Stored data:
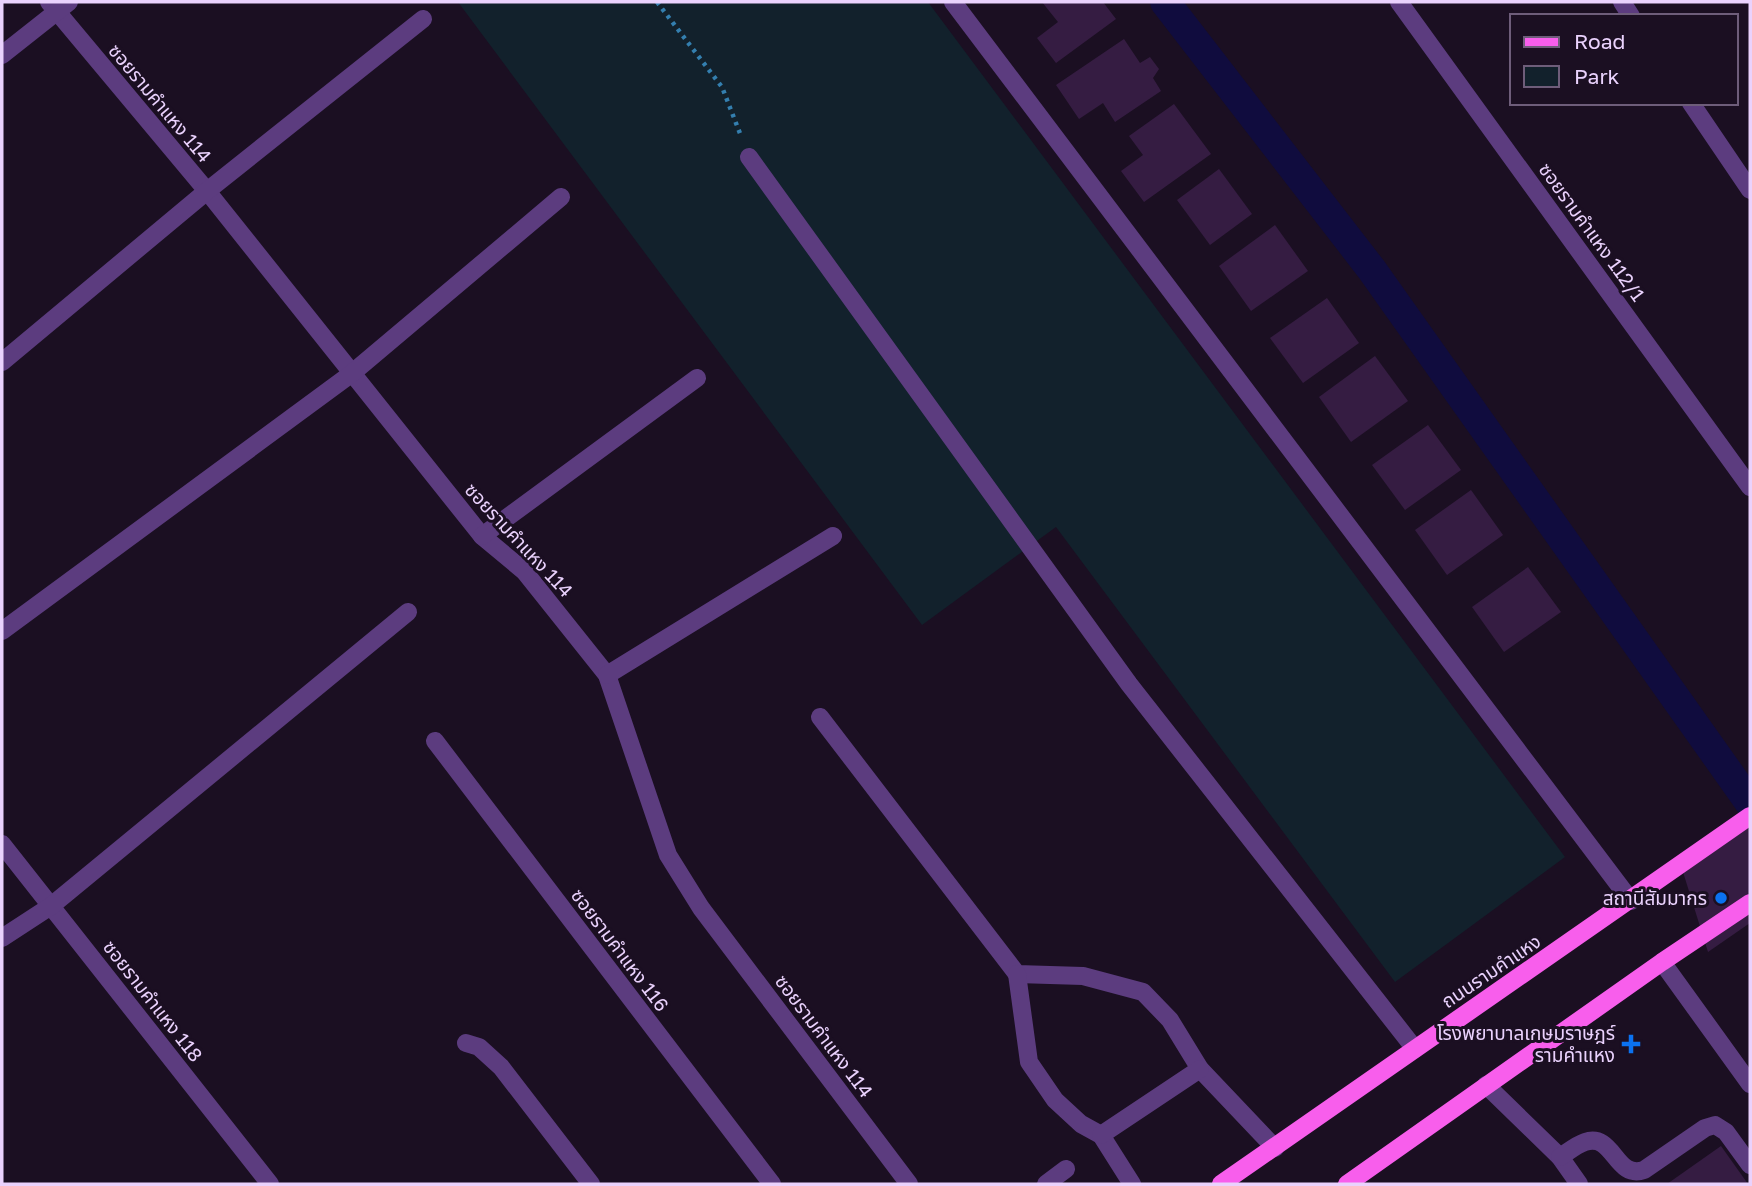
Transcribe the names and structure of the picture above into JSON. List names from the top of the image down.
{
  "streets": {
    "main road": ["ถนนรามคำแหง"],
    "street": [
      "ซอยรามคำแหง 114",
      "ซอยรามคำแหง 112/1",
      "ซอยรามคำแหง 116",
      "ซอยรามคำแหง 118"
    ]
  },
  "places": {
    "other": ["สถานีสัมมากร"],
    "health": ["โรงพยาบาลเกษมราษฎร์ รามคำแหง"]
  },
  "legend": ["Road", "Park"]
}
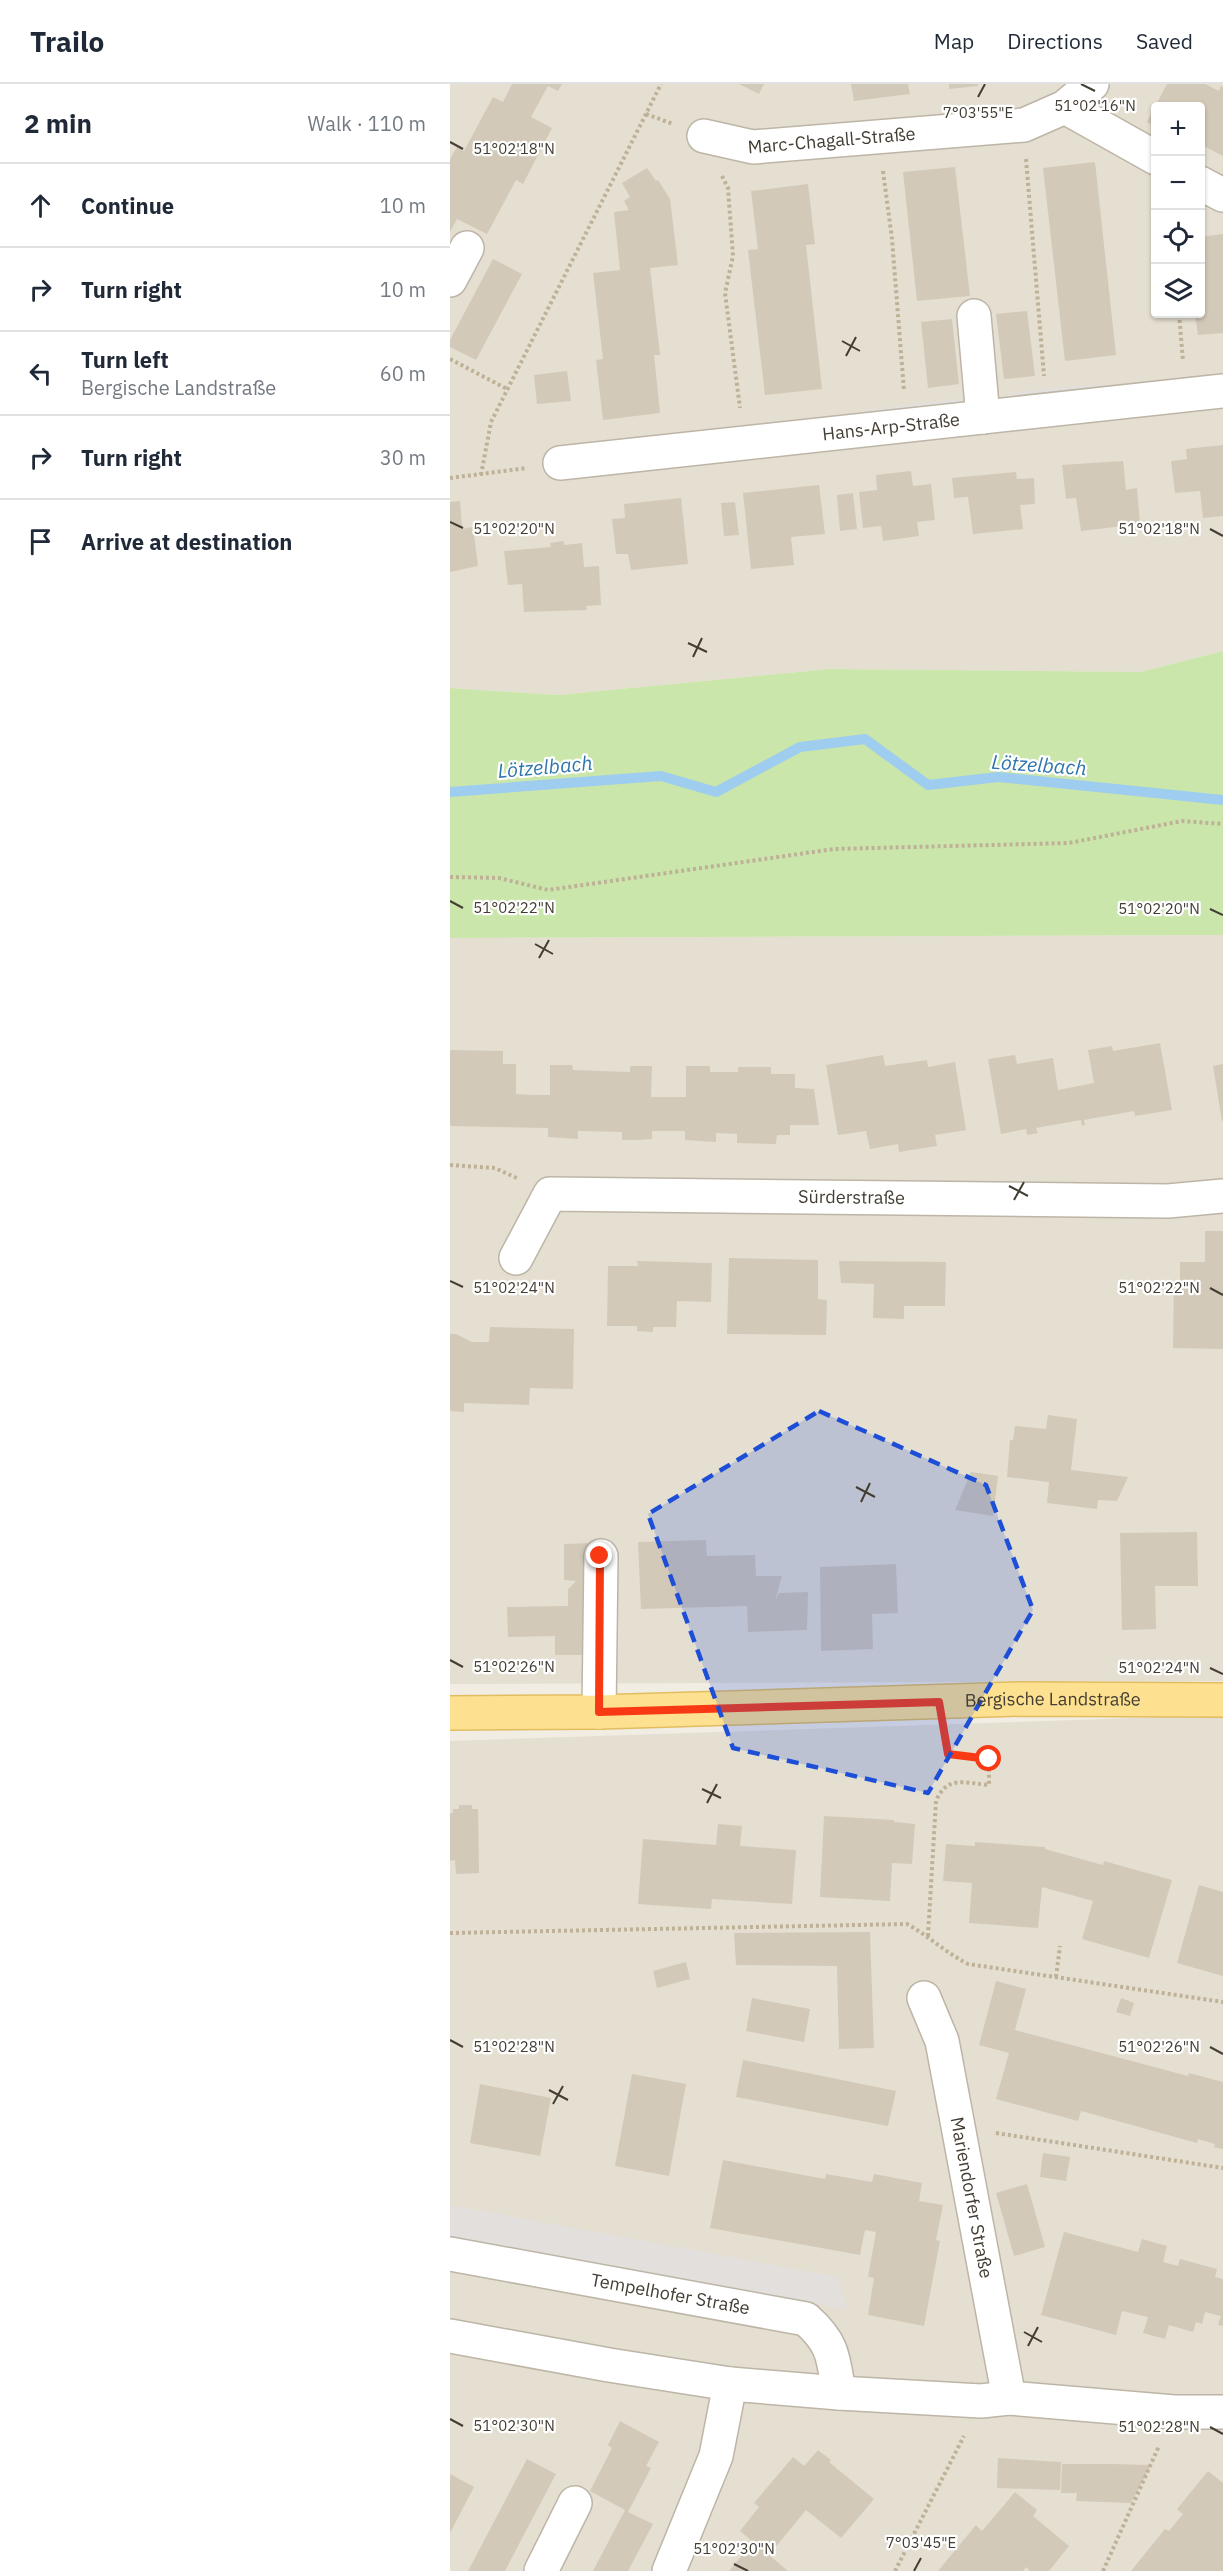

Problem details:
Print the entries again exactly as they appear above. Do not print the pictures.

Answer to this problem:
Transcribe the names and structure of the picture above into JSON. List names from the top of the image down.
{
  "streets": {
    "main road": ["ถนนรามคำแหง"],
    "street": [
      "ซอยรามคำแหง 114",
      "ซอยรามคำแหง 112/1",
      "ซอยรามคำแหง 116",
      "ซอยรามคำแหง 118"
    ]
  },
  "places": {
    "other": ["สถานีสัมมากร"],
    "health": ["โรงพยาบาลเกษมราษฎร์ รามคำแหง"]
  },
  "legend": ["Road", "Park"]
}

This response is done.